To increase the number of foster children living with blood relatives, Oregon's Child Welfare Department sends foster parent recruiters to court hearings, where relatives often accompany parents, to identify possible caregivers. The Commission on Children and Families also provides training for department supervisors to help reach out to relatives.
But it's hard to make a foster parent out of someone who isn't prepared to take on young children. In addition to their own lives, relatives often have children of their own and are not paid by the state – as a normal foster parent would be. However, a law recently passed by the Legislature this year should fix that problem by providing payments to all foster parents, beginning Jan. 1, 2008.
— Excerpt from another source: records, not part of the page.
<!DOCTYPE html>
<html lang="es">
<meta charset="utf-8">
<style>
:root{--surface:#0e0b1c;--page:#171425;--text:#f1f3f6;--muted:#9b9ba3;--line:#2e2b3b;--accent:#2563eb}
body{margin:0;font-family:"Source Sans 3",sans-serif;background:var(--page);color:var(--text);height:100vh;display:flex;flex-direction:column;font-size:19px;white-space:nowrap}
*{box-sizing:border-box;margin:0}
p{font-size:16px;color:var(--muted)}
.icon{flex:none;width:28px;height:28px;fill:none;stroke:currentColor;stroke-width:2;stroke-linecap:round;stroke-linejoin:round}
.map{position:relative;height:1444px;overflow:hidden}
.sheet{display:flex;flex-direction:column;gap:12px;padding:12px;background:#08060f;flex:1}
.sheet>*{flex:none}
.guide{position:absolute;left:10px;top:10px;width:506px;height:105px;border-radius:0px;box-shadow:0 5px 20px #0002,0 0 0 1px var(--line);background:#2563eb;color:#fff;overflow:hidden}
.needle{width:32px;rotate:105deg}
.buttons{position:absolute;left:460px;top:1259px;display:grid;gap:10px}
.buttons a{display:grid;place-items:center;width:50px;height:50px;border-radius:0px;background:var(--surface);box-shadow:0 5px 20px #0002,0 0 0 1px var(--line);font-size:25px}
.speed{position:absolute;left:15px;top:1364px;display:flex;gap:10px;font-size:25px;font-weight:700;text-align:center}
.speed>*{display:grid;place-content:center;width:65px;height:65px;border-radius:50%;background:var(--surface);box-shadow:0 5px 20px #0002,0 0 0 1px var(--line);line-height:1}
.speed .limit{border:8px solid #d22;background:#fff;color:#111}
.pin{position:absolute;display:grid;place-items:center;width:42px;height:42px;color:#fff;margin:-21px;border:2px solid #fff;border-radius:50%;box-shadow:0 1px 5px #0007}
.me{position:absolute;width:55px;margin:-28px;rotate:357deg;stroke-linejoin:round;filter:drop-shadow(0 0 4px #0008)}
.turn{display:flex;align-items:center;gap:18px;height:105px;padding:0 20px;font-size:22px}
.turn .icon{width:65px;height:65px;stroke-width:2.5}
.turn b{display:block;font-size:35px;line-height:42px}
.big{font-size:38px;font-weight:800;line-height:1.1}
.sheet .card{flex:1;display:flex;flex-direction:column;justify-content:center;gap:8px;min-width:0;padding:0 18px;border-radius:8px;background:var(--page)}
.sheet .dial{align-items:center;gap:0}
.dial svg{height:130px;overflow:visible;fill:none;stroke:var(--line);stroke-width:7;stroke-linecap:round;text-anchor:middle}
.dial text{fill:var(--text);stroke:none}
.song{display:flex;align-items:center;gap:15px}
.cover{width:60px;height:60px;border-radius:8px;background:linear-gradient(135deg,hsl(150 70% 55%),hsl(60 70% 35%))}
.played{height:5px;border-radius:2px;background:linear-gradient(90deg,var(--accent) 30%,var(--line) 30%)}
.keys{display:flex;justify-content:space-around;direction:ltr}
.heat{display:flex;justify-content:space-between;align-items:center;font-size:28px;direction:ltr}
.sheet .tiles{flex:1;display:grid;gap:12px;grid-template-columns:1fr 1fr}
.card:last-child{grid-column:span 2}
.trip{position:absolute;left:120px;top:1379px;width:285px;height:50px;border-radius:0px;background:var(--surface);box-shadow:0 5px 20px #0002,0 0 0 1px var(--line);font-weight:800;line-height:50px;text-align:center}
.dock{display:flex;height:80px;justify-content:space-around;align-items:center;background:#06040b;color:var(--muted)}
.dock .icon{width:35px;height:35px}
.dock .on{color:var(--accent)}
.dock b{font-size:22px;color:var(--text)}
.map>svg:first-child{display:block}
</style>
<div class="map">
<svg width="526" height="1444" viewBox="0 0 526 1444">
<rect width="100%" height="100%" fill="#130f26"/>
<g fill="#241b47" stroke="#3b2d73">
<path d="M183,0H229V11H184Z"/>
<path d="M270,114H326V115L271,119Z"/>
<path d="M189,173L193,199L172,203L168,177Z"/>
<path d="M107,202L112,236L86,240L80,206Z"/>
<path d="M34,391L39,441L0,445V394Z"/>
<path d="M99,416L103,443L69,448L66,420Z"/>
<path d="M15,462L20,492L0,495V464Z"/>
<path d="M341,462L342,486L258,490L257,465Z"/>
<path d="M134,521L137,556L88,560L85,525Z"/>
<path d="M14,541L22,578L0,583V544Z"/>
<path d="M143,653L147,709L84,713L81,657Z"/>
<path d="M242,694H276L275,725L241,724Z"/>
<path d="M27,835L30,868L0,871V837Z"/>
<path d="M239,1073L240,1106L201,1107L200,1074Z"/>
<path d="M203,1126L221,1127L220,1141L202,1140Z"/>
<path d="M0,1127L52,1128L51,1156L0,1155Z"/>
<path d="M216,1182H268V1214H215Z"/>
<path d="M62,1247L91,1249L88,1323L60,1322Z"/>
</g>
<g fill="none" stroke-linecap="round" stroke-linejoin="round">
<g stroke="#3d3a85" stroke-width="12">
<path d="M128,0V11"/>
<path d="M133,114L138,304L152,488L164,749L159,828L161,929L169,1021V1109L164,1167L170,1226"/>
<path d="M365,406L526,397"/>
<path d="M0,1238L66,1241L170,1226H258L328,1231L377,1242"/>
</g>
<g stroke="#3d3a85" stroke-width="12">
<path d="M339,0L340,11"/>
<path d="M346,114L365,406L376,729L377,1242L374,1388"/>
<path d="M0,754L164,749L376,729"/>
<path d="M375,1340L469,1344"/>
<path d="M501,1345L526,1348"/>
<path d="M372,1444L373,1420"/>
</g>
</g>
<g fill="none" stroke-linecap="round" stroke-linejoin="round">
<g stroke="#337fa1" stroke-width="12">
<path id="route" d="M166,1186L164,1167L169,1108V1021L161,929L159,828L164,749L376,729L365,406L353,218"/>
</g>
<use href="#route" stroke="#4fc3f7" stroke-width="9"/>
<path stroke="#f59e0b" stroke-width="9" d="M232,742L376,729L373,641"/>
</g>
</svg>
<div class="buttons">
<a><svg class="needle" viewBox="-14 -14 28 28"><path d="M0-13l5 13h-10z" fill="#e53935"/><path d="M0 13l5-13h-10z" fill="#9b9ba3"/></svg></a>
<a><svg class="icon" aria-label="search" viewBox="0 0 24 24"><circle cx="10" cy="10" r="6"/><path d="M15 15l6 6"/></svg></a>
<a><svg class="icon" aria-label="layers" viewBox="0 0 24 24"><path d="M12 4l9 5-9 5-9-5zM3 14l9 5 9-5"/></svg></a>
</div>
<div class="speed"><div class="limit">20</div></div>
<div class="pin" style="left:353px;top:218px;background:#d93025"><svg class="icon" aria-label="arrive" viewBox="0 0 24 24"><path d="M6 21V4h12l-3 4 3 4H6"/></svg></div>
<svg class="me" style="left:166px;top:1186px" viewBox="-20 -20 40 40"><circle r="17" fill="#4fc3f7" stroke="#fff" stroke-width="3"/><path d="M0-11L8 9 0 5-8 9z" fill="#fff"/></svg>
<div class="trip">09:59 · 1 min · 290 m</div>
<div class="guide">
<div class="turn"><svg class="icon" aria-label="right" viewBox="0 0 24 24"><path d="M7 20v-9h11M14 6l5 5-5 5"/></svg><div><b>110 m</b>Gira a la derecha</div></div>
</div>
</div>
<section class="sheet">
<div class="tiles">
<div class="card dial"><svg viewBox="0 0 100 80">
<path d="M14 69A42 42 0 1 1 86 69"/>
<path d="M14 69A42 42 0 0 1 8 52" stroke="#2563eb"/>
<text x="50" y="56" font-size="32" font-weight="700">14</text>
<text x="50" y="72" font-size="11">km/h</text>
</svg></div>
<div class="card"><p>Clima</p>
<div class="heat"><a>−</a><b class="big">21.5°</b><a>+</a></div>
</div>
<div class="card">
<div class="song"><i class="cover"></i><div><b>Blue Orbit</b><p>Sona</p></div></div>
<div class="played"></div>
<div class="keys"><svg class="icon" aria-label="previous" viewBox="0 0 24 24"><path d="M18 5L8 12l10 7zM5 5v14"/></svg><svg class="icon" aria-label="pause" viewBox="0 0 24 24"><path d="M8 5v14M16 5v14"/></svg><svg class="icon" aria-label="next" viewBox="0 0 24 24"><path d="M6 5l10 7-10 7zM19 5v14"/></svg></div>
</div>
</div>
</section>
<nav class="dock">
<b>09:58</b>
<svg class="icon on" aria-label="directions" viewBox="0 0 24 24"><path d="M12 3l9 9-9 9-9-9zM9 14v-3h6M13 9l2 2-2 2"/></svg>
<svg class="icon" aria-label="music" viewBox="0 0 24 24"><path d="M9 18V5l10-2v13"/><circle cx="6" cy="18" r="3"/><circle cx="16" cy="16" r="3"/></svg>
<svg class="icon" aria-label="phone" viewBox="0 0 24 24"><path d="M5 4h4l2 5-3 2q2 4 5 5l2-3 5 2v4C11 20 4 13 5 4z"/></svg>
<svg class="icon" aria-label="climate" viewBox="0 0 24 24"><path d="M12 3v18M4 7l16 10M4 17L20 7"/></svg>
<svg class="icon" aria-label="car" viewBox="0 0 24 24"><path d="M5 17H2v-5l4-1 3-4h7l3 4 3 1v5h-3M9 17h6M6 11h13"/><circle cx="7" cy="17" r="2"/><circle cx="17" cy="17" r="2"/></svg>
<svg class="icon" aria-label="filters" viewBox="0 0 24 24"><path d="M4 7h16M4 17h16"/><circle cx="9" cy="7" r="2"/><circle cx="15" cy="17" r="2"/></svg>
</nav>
They must also complete foster parent certification training and pass a criminal background check – most violent crimes completely exclude a person from becoming a foster parent, but many other crimes, including drug convictions, are judged on a case-by-case basis – and be approved for the foster parent application.
Age, says Graf, is never used as a factor in the application process, and says having grandparents take care of children is quite common. There are adult to children ratios that affect a relative's chance of gaining temporary custody; unless extraordinary circumstances exist, like keeping siblings together, one parent can care for four children or two parents can care for seven children. The size of a house is also an issue, although Graf says the department generally just wants to make sure every child has a room, even if they have to share one.
Helping Smith deal with her case is an organization called Mother Interrupted, which take a very critical look at child welfare agencies in Oregon and across the United States. Susan Detlefsen, the organization's president, said she's saddened that someone willing to fight to provide a home for their grandchildren has been denied custody.
"She is unlike a lot of grandmothers because she's willing to do whatever it takes," Detlefsen says of Smith.
She said she helps parents, grandparents and other relatives fight for custody of their children in a system she believes judges a mother or father guilty until proven innocent. Detlefson's daughter was taken from her when she was 13, after the girl overdosed on aspirin. Detlefsen says she felt powerless to challenge her case, and only after a year and a half of fighting the state did her daughter returned home. Unfortunately, she says, her personal story and Smith's are not isolated incidents.
"I hear from people everyday like Carollyn Smith," Detlefsen says. "What state workers fear most is public exposure."
Smith has retained a lawyer to help her through the appeals process. According to Graf, a person who has been denied foster eligibility can take their case to a hearings officer. That officer is an administrative law judge in the Office of Administrative Hearings, which is under the Employment Department.
For foster applicants, the formal appeals process ends there.
"People can complain to us anytime," she said. "Sometimes, where situations look marginal, it is hard to make decisions. We encourage people (and children) to give us feedback. … What you really have to do is figure out what's best for the children."
Carollyn Smith says she knows what's best for her grandchildren – staying together with their grandmother. Until that happens, Smith says, she'll come back each Thursday to tell her story, and keep up her one-woman vigil.